Basic STT->Language Translator->TTS example

Ever wondered what it might take to have what you're speaking be translated on the fly to another language? This project does exactly that in a very simple way. The project uses the IBM Watson Speech to Text, Language Translator, and Text to Speech service in a simple flow. Spoken text is processed by Speech to Text to create a transcript, and then the transcript is processed by Language Translator, and finally sent over to Text to Speech.

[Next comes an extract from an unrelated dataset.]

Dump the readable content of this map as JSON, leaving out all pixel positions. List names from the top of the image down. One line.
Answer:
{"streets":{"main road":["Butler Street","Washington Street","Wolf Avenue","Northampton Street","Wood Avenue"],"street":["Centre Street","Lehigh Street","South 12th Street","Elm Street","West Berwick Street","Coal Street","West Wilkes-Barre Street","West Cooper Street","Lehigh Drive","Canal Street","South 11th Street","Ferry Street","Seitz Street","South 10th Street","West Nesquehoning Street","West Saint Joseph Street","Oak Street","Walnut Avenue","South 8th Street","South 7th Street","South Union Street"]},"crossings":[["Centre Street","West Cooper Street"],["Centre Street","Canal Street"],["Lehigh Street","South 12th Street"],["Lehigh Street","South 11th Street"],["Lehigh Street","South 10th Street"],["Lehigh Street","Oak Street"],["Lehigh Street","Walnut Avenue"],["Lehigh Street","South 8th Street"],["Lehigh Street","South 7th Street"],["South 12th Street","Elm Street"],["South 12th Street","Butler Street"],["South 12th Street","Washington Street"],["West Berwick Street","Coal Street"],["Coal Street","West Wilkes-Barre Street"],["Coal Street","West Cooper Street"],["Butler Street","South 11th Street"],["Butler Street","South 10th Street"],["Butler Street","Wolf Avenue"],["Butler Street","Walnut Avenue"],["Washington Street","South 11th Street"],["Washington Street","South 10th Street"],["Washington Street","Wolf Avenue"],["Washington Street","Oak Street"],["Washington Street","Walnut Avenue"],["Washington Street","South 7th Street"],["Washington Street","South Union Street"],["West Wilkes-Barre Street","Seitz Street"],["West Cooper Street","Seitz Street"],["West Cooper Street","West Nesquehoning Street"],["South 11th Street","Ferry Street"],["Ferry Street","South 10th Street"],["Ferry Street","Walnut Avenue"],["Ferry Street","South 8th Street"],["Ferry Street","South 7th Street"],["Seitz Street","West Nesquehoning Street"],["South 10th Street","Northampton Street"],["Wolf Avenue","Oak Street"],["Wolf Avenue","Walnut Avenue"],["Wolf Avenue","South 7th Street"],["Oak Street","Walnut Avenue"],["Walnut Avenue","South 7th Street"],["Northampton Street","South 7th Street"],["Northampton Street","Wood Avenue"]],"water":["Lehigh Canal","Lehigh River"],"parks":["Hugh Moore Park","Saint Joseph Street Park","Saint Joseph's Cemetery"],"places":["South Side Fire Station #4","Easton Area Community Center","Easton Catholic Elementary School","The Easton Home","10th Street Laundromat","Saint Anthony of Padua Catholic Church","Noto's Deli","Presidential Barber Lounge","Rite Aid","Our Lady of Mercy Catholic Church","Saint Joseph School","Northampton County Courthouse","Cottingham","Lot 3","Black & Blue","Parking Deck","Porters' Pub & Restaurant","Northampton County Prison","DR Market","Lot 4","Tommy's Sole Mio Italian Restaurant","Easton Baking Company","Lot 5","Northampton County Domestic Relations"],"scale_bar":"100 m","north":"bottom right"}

The system is designed to work on a sentence-by-sentence basis. In order to do this, the speaker needs to have a brief pause at the end of each spoken sentence, allowing the Speech to Text service to finalize the transcription. When running on a terminal, the transcribed sentence is displayed to confirm that it's been processed and sent over for translation. After an initial delay to transcribe and translate the first sentence, following sentences will be delivered to listeners in a sequential fashion as long as the translated sentences are approximately the same length as the original sentence.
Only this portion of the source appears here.